__Work to complete__: Go through each line of the records below and count those with the word "above"; give only the total.

__Source records__:
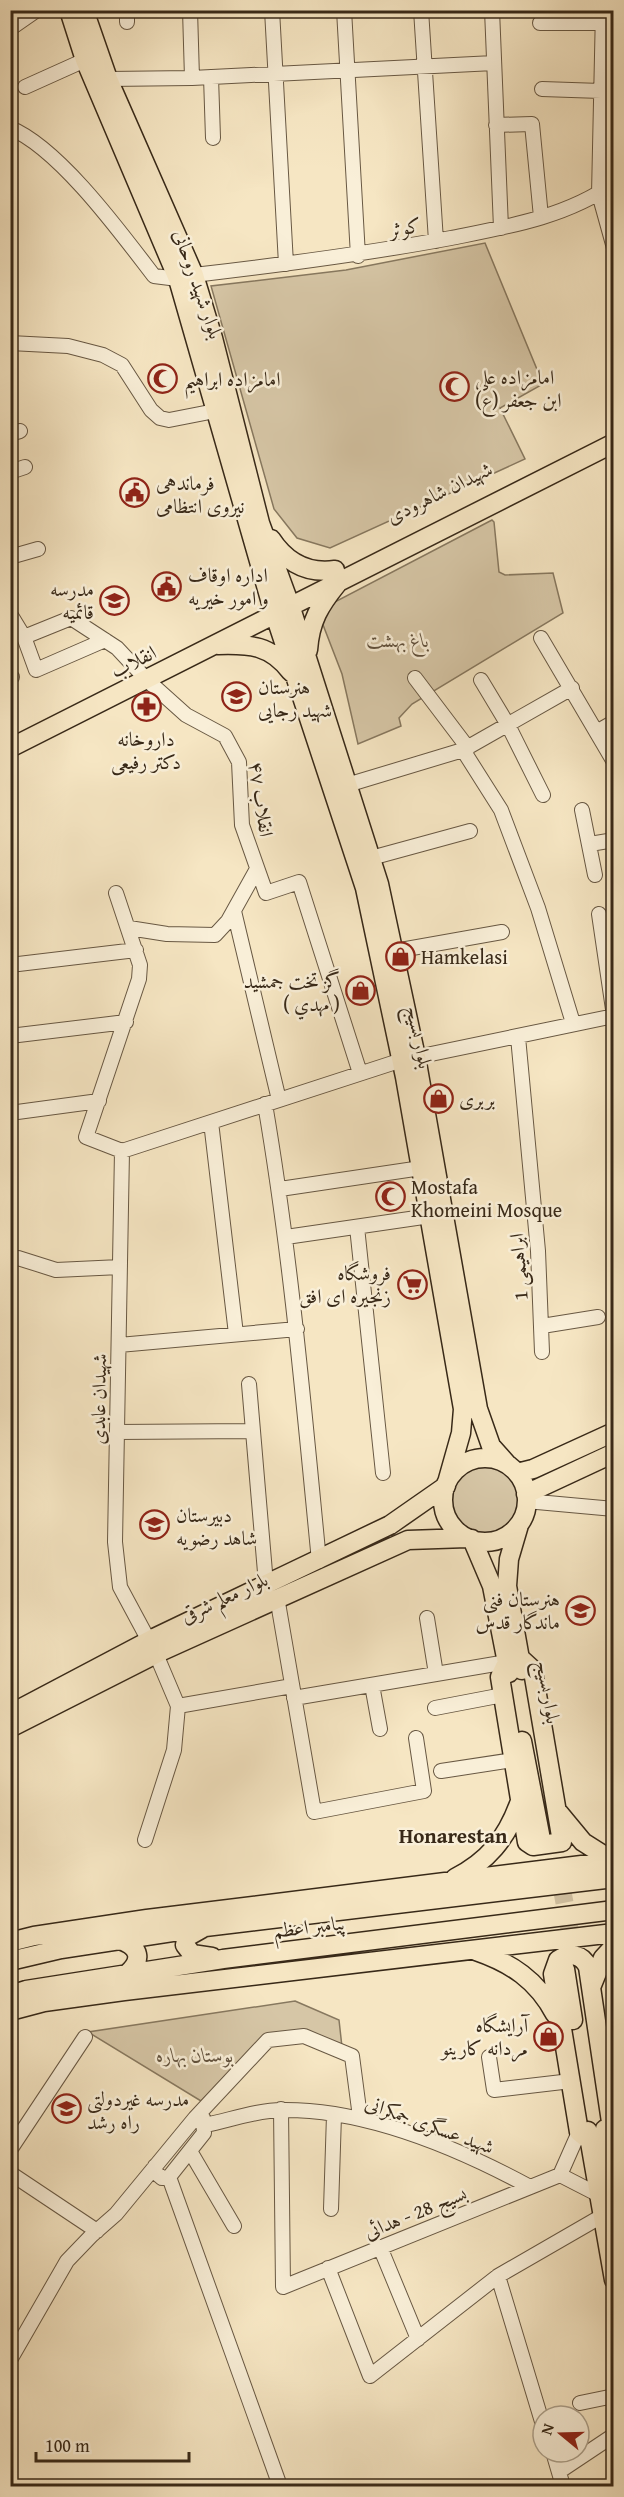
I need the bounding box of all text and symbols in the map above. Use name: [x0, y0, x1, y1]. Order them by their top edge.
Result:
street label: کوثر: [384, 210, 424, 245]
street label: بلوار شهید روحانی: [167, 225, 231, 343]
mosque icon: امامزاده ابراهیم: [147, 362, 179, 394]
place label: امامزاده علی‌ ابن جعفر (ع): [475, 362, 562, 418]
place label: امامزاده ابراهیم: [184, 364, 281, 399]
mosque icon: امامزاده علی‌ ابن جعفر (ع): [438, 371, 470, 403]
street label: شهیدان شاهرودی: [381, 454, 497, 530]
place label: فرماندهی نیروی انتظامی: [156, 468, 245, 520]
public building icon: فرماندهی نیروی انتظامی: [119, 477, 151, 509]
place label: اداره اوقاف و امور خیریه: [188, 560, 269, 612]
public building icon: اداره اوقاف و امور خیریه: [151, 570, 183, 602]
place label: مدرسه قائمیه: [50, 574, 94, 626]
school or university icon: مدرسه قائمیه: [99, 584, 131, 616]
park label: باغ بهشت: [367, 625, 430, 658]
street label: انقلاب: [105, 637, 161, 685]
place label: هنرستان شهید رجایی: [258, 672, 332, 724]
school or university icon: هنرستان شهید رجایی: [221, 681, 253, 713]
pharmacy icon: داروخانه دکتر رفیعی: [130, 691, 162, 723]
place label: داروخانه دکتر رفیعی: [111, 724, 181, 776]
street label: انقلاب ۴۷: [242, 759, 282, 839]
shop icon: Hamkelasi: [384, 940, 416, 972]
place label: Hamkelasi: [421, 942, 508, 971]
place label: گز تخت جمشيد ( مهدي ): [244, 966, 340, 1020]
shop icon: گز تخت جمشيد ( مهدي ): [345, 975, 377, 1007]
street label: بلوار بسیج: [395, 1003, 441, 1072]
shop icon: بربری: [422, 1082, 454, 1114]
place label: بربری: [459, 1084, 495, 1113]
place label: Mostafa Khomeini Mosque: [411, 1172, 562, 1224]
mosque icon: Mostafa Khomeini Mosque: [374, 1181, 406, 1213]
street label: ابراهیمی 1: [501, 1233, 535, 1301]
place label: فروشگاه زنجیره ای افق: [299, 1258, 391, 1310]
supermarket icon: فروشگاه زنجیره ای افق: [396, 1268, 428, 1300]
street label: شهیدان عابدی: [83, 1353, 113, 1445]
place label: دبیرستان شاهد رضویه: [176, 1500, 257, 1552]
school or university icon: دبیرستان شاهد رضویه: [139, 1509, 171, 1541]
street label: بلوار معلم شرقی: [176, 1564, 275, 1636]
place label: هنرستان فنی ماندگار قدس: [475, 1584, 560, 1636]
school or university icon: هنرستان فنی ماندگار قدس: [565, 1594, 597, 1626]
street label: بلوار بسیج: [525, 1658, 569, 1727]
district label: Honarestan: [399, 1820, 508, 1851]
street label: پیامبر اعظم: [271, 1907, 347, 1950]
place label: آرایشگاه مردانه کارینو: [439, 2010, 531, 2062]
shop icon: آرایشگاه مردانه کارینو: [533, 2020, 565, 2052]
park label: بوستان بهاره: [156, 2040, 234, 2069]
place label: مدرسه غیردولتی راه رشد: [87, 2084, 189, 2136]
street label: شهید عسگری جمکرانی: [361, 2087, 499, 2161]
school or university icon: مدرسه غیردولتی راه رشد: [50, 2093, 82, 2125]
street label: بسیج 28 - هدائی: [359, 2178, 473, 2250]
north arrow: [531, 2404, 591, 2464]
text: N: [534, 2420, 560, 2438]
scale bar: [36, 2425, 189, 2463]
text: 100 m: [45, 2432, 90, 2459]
--
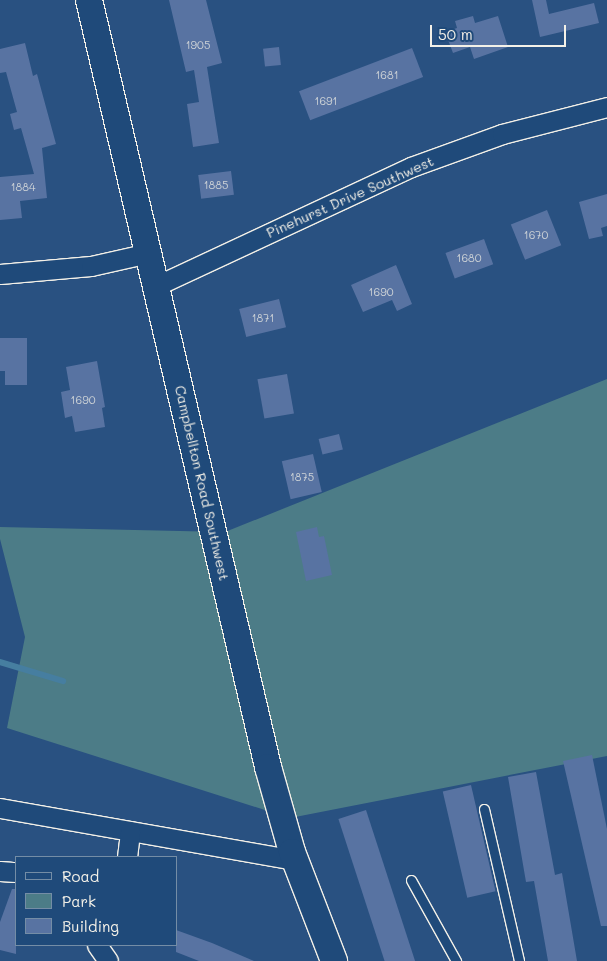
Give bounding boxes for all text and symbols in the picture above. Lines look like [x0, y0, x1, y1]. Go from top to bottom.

__Response to this task__: 2